Fraction of PM_2.5 due to cooking (top); fraction of PM₁₀ due to cooking (bottom).

A large-scale study of personal, indoor and outdoor exposures was undertaken for more than 100 persons living in Seattle, WA, USA (Seattle Study; Liu et al., 2003). Based on 195 cooking events, the average PM_2.5 concentration due to cooking was estimated to be 5.5 (standard error [SE], 2.3) µg/m³ (Allen et al., 2004).

A study of personal, indoor and outdoor exposure to PM_2.5 and associated elements was carried out on 37 residents of the Research Triangle Park area in North Carolina, USA (Research Triangle Park Study; Wallace et al., 2006a,b). Burned food added an average of 11–12 µg/m³ to the indoor concentration (Wallace et al., 2006b). In continuous measurements, the mean estimated PM_2.5 personal exposures during more than 1000 h of cooking were found to be 56 µg/m³ higher than background (Wallace et al. 2006b). The 24-h average increase due to cooking was about 2.5 µg/m³. A different analysis of the results from this study concluded that cooking contributed 52% of personal exposure to PM_2.5 and more than 40% of the indoor concentration of PM_2.5 (Zhao et al., 2006).

A long-term study of indoor and outdoor particle concentrations was carried out between 1997 and 2001 in an occupied townhouse in Reston, VA, USA (Reston, VA Townhouse Study). Cooking produced about an order of magnitude higher number of the smallest UFP (10–50 nm) and from 1.2- to 9.4-fold higher levels of the larger particles compared with identical times when no cooking occurred (Table 1.1; Wallace et al., 2004). The mean mass concentration increased at dinner (4-h averages) from 3.7 µg/m³ to 11.8 µg/m³ assuming a density of combustion particles of 1 g/cm³. About 70% of the particles emitted during dinnertime were <0.05 µm.

Table 1.1

Number and concentration of PM_2.5 during dinnertime cooking compared with no cooking.
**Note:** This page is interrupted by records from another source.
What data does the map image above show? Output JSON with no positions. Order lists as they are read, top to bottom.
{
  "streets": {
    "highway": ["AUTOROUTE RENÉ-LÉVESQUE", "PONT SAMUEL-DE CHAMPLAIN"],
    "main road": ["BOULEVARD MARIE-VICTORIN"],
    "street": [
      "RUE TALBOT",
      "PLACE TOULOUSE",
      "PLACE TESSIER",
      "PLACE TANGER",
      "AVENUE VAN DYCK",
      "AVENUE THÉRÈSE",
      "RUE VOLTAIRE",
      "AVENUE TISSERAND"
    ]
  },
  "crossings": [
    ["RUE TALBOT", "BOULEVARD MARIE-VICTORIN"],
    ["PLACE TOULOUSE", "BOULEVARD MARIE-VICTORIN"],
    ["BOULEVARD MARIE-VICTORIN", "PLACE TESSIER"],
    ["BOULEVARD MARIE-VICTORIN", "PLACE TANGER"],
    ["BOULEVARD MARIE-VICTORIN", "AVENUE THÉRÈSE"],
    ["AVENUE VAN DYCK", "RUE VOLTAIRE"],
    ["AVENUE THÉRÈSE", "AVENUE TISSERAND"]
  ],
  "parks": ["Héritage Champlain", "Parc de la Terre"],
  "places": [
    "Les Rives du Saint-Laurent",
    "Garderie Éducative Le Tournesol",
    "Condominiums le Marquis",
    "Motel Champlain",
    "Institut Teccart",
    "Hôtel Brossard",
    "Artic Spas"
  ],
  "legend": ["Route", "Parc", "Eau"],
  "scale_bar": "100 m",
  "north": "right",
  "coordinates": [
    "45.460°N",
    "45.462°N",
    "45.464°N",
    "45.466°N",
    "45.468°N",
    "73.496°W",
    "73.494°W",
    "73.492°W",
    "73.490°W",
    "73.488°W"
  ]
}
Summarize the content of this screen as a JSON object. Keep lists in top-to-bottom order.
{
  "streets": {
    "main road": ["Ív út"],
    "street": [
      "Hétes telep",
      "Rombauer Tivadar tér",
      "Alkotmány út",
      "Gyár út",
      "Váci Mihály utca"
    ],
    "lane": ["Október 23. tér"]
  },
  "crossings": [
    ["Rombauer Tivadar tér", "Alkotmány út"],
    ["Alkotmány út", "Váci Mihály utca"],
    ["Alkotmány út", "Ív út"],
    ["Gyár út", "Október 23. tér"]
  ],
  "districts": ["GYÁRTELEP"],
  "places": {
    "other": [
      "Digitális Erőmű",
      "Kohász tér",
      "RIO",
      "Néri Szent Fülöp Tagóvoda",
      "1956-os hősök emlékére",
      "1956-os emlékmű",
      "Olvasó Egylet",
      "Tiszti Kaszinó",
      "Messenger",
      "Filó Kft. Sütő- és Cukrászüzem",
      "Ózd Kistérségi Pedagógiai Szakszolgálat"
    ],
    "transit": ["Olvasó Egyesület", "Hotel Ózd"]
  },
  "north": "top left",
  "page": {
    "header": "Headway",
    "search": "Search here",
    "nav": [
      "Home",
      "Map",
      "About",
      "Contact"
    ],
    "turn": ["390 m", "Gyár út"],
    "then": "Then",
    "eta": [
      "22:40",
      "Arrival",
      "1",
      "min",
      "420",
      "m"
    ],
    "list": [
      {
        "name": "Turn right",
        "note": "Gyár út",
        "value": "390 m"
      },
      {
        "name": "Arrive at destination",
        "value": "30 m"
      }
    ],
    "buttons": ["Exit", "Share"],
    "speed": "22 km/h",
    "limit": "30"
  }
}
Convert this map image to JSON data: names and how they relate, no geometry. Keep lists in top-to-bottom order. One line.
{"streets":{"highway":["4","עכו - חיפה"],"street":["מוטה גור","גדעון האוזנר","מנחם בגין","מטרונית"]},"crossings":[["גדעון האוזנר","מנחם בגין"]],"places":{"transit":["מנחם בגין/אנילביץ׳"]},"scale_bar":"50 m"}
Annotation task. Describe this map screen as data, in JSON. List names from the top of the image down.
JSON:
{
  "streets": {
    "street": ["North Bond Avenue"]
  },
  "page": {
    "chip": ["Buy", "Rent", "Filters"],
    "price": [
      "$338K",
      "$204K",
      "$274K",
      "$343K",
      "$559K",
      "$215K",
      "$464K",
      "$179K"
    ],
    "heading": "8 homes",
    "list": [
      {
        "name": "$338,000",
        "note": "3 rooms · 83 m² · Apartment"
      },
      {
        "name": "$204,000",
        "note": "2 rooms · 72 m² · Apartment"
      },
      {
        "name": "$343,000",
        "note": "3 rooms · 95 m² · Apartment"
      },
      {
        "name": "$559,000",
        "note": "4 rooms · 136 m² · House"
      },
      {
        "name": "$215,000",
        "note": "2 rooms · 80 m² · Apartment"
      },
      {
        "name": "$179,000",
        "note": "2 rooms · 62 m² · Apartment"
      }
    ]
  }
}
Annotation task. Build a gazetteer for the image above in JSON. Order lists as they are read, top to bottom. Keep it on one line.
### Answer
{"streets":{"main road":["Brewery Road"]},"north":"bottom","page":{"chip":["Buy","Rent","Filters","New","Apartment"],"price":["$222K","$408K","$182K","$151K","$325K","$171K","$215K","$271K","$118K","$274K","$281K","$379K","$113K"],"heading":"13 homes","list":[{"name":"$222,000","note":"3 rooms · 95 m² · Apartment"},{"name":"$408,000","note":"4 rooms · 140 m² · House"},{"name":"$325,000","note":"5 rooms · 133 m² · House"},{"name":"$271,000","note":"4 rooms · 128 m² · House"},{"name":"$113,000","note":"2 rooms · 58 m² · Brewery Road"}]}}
In a more detailed analysis, 44 high-particle-production (frying, baking, deep-frying) cooking episodes on a gas stove were assessed (Wallace et al., 2004). Most of the particles were in the ultrafine range, but the largest volume was contributed by particles between 0.1 µm and 0.3 µm in diameter. The total particle volume concentration created by the 44 high-particle-production cooking events averaged a little more than 50 (µm/cm)³, corresponding to an average concentration of about 50 µg/m³, about an order of magnitude higher than average values for all types of cooking combined.

The size distribution of ultrafine particles during cooking was studied by Wallace (2006) and Ogulei et al. (2006). Stir-frying using one gas burner produced a peak of PM ∼35 nm, whereas deep-frying using one gas burner followed by baking in the oven produced a peak about twice as high and at a diameter of 64 nm (Figure 1.2).

Figure 1.2

Size distribution of ultrafine particles from cooking. n = number of 5-min measurements. Error bars are standard errors. Stir-frying on one gas burner produced a peak at ∼35 nm; deep-frying on one gas burner followed by baking in the oven produced (more...)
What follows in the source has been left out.